Saved entries:
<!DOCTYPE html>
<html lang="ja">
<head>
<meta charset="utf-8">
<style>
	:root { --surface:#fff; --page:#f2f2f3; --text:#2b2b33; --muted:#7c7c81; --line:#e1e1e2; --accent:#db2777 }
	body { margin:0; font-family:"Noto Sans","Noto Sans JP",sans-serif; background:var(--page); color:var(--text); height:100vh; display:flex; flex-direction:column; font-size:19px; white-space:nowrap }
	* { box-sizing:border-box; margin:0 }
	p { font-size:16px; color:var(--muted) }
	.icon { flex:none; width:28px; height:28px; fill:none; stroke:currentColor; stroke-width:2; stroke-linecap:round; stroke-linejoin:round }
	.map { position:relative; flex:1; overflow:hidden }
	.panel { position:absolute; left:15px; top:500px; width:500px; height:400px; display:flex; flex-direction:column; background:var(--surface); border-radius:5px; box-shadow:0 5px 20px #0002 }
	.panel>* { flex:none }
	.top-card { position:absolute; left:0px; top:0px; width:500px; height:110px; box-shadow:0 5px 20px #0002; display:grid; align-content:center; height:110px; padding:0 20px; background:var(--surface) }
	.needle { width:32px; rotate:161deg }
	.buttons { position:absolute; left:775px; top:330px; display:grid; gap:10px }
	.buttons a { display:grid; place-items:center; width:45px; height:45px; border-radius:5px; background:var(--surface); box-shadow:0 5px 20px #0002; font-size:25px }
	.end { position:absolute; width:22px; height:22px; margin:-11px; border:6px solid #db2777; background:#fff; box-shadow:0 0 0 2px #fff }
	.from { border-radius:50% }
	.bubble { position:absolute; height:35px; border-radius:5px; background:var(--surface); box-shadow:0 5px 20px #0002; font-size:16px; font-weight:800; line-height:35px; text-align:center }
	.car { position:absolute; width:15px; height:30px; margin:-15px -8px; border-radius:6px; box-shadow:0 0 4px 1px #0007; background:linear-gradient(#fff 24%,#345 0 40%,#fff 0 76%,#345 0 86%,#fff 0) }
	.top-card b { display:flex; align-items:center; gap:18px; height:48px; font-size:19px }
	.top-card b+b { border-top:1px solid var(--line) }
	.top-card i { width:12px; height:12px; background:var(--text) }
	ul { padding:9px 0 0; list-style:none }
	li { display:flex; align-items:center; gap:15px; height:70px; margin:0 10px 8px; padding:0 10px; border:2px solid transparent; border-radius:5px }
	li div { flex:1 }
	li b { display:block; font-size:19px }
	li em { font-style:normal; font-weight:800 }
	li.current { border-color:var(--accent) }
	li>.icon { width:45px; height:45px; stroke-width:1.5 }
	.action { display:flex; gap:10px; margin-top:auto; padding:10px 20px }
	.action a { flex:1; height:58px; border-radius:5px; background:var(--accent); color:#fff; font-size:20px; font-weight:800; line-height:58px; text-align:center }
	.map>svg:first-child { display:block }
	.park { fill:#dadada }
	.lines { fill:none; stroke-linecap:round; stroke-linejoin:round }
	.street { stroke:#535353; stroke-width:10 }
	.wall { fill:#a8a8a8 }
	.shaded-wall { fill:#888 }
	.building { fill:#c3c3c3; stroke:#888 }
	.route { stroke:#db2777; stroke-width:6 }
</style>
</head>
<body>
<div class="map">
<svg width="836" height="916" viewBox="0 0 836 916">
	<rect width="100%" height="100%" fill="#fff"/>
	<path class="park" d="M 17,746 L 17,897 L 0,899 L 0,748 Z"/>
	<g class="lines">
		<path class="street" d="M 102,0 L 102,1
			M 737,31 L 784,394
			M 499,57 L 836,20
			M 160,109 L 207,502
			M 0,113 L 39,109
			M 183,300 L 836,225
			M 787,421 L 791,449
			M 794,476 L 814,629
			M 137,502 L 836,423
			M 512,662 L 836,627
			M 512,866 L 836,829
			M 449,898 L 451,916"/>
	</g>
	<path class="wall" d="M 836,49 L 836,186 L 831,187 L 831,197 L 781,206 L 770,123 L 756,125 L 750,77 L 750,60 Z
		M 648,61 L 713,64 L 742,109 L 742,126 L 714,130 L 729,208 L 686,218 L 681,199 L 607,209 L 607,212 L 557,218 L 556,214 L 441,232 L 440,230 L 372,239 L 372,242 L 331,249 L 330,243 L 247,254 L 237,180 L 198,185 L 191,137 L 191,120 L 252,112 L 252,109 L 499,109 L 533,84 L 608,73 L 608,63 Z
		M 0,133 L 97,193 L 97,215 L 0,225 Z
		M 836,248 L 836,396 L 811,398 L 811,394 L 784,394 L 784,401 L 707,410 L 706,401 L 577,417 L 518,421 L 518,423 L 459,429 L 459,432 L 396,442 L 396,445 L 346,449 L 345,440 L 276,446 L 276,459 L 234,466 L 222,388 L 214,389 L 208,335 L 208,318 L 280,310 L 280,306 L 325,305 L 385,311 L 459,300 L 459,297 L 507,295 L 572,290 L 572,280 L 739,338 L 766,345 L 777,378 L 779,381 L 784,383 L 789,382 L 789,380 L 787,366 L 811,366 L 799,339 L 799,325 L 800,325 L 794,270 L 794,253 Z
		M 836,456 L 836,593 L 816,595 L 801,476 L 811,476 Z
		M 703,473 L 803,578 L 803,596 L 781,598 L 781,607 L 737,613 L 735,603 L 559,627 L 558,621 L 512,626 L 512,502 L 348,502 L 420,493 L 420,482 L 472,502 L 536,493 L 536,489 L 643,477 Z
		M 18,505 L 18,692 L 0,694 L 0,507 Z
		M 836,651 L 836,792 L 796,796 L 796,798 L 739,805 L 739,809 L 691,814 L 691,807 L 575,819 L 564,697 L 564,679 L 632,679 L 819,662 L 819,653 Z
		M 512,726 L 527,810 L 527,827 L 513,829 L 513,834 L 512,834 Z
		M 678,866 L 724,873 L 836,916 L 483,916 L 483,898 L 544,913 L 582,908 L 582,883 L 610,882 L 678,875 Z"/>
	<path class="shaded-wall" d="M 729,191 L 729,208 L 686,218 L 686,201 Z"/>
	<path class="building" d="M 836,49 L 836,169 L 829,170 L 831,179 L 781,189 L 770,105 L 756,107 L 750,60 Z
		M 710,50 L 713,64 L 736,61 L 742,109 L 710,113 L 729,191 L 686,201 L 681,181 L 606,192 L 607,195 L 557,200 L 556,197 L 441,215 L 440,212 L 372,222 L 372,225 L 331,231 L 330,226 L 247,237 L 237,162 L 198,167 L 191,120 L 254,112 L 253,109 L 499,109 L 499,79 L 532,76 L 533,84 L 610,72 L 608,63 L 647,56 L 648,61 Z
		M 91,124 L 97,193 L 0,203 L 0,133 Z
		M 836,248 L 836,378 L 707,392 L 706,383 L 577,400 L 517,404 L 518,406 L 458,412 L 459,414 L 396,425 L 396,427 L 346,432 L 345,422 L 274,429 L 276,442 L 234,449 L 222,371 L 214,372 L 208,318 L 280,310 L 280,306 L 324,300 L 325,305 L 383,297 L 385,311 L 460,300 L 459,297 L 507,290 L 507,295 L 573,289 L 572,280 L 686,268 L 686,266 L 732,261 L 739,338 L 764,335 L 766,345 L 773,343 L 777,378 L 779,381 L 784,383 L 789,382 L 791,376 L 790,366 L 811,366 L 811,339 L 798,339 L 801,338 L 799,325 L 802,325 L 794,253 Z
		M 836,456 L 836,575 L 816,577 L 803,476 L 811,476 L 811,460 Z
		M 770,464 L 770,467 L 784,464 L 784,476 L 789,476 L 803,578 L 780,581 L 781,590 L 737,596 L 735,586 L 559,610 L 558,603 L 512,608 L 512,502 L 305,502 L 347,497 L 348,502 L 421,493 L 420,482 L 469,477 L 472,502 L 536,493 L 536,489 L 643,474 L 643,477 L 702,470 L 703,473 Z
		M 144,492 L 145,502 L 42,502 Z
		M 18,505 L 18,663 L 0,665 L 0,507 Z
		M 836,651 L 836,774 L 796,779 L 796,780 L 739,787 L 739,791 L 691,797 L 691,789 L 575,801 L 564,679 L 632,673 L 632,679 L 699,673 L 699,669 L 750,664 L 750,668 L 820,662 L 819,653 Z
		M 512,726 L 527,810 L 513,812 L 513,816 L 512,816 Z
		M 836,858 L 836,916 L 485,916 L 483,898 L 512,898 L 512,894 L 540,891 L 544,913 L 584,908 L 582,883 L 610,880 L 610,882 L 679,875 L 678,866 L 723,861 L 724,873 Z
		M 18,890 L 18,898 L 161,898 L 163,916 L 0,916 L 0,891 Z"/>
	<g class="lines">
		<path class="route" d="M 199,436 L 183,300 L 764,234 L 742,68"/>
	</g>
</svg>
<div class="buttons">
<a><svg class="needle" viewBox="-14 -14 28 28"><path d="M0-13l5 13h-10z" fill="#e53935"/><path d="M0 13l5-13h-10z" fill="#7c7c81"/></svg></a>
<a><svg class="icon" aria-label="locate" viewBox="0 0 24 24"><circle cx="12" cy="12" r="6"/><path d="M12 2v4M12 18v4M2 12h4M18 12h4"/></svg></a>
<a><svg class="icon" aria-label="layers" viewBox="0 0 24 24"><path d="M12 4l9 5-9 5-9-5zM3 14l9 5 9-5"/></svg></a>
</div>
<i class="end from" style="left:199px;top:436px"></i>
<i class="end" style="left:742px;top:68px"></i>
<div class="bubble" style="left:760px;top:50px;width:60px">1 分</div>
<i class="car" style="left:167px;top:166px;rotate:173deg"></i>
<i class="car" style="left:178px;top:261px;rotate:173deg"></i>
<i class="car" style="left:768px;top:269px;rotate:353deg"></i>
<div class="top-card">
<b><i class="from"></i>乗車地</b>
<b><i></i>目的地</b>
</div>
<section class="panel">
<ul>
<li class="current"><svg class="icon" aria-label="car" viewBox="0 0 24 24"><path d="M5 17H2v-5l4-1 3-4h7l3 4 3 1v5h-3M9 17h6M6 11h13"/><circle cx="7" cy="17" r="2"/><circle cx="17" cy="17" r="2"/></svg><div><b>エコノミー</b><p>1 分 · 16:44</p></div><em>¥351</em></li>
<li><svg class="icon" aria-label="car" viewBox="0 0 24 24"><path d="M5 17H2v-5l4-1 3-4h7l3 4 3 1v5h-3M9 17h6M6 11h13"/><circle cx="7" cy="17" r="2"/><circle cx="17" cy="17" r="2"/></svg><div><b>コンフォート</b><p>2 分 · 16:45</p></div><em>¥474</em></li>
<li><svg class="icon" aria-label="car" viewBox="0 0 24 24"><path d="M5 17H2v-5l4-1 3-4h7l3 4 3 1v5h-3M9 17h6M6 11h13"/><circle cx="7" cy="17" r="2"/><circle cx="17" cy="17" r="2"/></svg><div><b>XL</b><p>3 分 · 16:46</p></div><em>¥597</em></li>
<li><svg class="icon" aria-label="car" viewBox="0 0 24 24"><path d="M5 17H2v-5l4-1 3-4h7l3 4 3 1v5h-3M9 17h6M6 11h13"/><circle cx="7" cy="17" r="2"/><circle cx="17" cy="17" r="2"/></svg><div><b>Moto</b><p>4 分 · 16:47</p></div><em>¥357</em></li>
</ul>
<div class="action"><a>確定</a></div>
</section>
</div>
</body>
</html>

▶ [DIRECTIONS FOR THIS TASK] Verbatim output is expected for the lines from the start of the data to the line in which "display:grid; place-items:center; width:45px;" appears, both included.

▶ [SOLUTION FOR THIS PROBLEM]
<!DOCTYPE html>
<html lang="ja">
<head>
<meta charset="utf-8">
<style>
	:root { --surface:#fff; --page:#f2f2f3; --text:#2b2b33; --muted:#7c7c81; --line:#e1e1e2; --accent:#db2777 }
	body { margin:0; font-family:"Noto Sans","Noto Sans JP",sans-serif; background:var(--page); color:var(--text); height:100vh; display:flex; flex-direction:column; font-size:19px; white-space:nowrap }
	* { box-sizing:border-box; margin:0 }
	p { font-size:16px; color:var(--muted) }
	.icon { flex:none; width:28px; height:28px; fill:none; stroke:currentColor; stroke-width:2; stroke-linecap:round; stroke-linejoin:round }
	.map { position:relative; flex:1; overflow:hidden }
	.panel { position:absolute; left:15px; top:500px; width:500px; height:400px; display:flex; flex-direction:column; background:var(--surface); border-radius:5px; box-shadow:0 5px 20px #0002 }
	.panel>* { flex:none }
	.top-card { position:absolute; left:0px; top:0px; width:500px; height:110px; box-shadow:0 5px 20px #0002; display:grid; align-content:center; height:110px; padding:0 20px; background:var(--surface) }
	.needle { width:32px; rotate:161deg }
	.buttons { position:absolute; left:775px; top:330px; display:grid; gap:10px }
	.buttons a { display:grid; place-items:center; width:45px; height:45px; border-radius:5px; background:var(--surface); box-shadow:0 5px 20px #0002; font-size:25px }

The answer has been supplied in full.